++++ Material to process

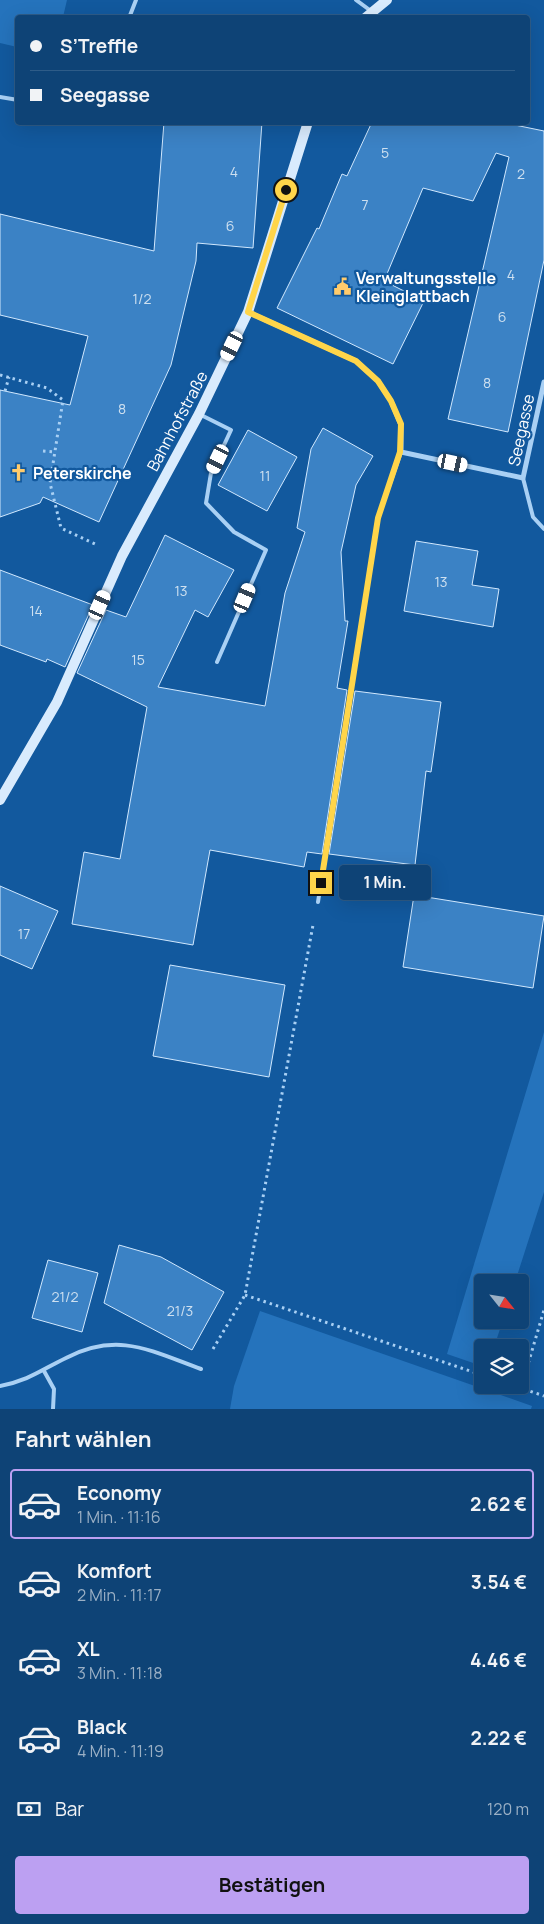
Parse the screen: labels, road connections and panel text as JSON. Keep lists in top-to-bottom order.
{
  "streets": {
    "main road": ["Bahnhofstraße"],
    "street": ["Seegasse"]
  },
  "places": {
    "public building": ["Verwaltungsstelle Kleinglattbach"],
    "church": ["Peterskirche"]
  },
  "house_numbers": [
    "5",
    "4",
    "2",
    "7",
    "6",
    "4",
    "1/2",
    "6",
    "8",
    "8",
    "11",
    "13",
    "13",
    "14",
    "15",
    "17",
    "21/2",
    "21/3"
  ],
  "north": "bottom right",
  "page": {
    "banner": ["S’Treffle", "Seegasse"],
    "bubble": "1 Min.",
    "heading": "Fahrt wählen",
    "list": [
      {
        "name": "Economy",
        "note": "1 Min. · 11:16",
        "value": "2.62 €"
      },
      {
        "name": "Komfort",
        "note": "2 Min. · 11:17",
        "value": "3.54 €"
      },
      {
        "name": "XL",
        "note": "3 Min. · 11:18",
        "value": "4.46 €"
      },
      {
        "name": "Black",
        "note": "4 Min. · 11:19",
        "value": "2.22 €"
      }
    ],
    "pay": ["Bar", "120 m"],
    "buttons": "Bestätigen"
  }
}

++++++++

Required work - Each line above should be written out again exactly, without any image.

Worked solution -
Parse the screen: labels, road connections and panel text as JSON. Keep lists in top-to-bottom order.
{
  "streets": {
    "main road": ["Bahnhofstraße"],
    "street": ["Seegasse"]
  },
  "places": {
    "public building": ["Verwaltungsstelle Kleinglattbach"],
    "church": ["Peterskirche"]
  },
  "house_numbers": [
    "5",
    "4",
    "2",
    "7",
    "6",
    "4",
    "1/2",
    "6",
    "8",
    "8",
    "11",
    "13",
    "13",
    "14",
    "15",
    "17",
    "21/2",
    "21/3"
  ],
  "north": "bottom right",
  "page": {
    "banner": ["S’Treffle", "Seegasse"],
    "bubble": "1 Min.",
    "heading": "Fahrt wählen",
    "list": [
      {
        "name": "Economy",
        "note": "1 Min. · 11:16",
        "value": "2.62 €"
      },
      {
        "name": "Komfort",
        "note": "2 Min. · 11:17",
        "value": "3.54 €"
      },
      {
        "name": "XL",
        "note": "3 Min. · 11:18",
        "value": "4.46 €"
      },
      {
        "name": "Black",
        "note": "4 Min. · 11:19",
        "value": "2.22 €"
      }
    ],
    "pay": ["Bar", "120 m"],
    "buttons": "Bestätigen"
  }
}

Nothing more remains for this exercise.